神の真実が見えるとき

(「LOGOS No.11」1990.4)

山本三和人

 「家からでかけることは、必ずしも必要ではない。机についたままで、耳をすますのだ。いや待つこともない、ただじっとひとりでいるのだ。そうすれば、世界は自分の仮面を脱いでくる。」(フランツ・カフカ)

 ここに「仮面を脱ぐ」とあります。善人づらをしている悪人が、なにかの折に正体を現したりする時に、「仮面を脱ぐ」と言いますが、ここでは、ただ真実の姿を現すということで神学の用語では「自らを啓示する」という意味に使われる言葉です。
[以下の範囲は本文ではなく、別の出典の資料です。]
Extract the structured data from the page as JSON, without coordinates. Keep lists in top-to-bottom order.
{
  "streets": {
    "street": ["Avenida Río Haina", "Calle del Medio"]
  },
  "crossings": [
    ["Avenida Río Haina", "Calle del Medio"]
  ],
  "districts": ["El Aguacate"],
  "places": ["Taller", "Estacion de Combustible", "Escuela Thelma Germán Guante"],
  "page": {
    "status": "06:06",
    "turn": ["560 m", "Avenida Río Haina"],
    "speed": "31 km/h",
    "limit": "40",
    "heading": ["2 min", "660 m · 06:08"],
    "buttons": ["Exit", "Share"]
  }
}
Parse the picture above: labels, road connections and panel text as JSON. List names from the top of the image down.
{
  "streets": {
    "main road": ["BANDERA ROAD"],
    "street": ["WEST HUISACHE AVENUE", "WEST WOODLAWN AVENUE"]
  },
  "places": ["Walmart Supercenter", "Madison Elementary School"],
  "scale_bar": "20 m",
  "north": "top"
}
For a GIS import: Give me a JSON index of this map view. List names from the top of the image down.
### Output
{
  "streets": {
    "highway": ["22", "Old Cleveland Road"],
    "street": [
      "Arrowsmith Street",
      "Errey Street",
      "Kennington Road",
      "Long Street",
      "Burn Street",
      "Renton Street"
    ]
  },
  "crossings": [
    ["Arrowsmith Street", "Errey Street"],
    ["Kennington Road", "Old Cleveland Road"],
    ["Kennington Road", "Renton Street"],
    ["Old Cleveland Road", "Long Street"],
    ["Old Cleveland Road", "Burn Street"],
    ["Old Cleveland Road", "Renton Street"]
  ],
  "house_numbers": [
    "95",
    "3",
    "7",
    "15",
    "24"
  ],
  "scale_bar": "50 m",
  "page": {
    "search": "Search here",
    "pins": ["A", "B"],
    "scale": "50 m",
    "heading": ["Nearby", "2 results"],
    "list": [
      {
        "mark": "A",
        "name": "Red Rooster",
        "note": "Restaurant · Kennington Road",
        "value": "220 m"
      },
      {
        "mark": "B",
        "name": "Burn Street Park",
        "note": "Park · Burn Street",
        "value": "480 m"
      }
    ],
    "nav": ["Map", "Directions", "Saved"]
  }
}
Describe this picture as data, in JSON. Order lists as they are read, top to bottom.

 神さまが仮面を被って、その素顔を隠しておられるというのではありません。神さまに仮面を被せているのは私たち人間です。私たちが、自分の願望や期待で描いたり作ったりした仮面を被せて、神を見ようとしているだけのことです。別の言い方をすれば、私たちの目が、主観の結ぶ幻想に遮られて、真実が見えないのです。

 一切の人間の主観を交えないで、受動的な姿勢を整えて待てば、人も世界もその真実の姿が見えてくるというのです。私たちが、その中にあってその与える物によって生きている人間の世界でさえ、求める者には真実の姿は見せません。まして神においておや、です。

 神は人間の夢や、理想の実現を目指して求めたり、待ったりする者には、決して自らを啓示なさらないし、語りかけてもこられません。たとえ啓示されても、語りかけてこられても、主観の幻想に遮られている私たちには、そのお姿は見えないし、そのお言葉は聞こえません。